→ **Task details**: Search the records for the string "street" and copy every line where it turns up.

Source data section start

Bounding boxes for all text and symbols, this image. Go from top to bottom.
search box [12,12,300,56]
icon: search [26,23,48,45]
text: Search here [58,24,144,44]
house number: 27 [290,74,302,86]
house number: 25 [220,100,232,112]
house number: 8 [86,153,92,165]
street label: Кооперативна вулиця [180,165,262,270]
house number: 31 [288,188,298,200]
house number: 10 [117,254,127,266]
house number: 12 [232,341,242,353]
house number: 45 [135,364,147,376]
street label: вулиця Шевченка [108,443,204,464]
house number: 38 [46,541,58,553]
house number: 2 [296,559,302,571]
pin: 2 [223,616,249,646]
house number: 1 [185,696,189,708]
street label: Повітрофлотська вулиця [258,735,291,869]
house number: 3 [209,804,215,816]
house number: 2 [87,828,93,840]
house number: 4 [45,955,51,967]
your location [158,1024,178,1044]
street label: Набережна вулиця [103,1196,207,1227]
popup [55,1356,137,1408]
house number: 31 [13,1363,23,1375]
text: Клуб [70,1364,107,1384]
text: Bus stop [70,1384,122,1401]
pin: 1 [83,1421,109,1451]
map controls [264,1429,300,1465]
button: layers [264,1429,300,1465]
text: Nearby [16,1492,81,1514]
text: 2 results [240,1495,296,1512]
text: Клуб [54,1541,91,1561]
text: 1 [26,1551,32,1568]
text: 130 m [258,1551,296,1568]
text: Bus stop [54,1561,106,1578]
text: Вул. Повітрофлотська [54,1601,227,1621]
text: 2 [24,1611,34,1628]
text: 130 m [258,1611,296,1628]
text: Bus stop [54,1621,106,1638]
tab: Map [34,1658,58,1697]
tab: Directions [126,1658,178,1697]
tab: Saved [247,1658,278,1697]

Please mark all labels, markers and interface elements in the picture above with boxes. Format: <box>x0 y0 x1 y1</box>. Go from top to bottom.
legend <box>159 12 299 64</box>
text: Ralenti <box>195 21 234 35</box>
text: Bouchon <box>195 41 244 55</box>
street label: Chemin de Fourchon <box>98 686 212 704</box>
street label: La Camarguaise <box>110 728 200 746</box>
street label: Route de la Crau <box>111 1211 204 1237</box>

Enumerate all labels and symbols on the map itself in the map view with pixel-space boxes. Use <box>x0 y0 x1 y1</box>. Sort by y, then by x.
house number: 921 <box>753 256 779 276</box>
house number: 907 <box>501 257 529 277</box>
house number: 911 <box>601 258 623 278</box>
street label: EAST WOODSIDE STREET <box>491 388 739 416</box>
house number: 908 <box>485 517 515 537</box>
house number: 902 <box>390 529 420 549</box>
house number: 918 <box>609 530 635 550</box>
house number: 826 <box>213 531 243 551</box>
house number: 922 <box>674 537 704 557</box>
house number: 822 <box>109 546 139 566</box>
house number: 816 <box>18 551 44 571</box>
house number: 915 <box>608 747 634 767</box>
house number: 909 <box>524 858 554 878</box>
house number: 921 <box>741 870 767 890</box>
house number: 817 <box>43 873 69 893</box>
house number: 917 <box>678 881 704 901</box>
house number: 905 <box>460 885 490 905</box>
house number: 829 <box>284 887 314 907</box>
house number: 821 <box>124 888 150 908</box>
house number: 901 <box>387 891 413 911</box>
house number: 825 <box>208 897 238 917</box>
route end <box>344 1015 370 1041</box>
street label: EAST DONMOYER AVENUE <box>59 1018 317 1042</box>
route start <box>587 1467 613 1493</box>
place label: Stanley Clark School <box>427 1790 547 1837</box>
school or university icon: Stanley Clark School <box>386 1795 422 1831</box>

Source data section end

→ **Response area**:
street label: Кооперативна вулиця [180,165,262,270]
street label: вулиця Шевченка [108,443,204,464]
street label: Повітрофлотська вулиця [258,735,291,869]
street label: Набережна вулиця [103,1196,207,1227]
street label: Chemin de Fourchon <box>98 686 212 704</box>
street label: La Camarguaise <box>110 728 200 746</box>
street label: Route de la Crau <box>111 1211 204 1237</box>
street label: EAST WOODSIDE STREET <box>491 388 739 416</box>
street label: EAST DONMOYER AVENUE <box>59 1018 317 1042</box>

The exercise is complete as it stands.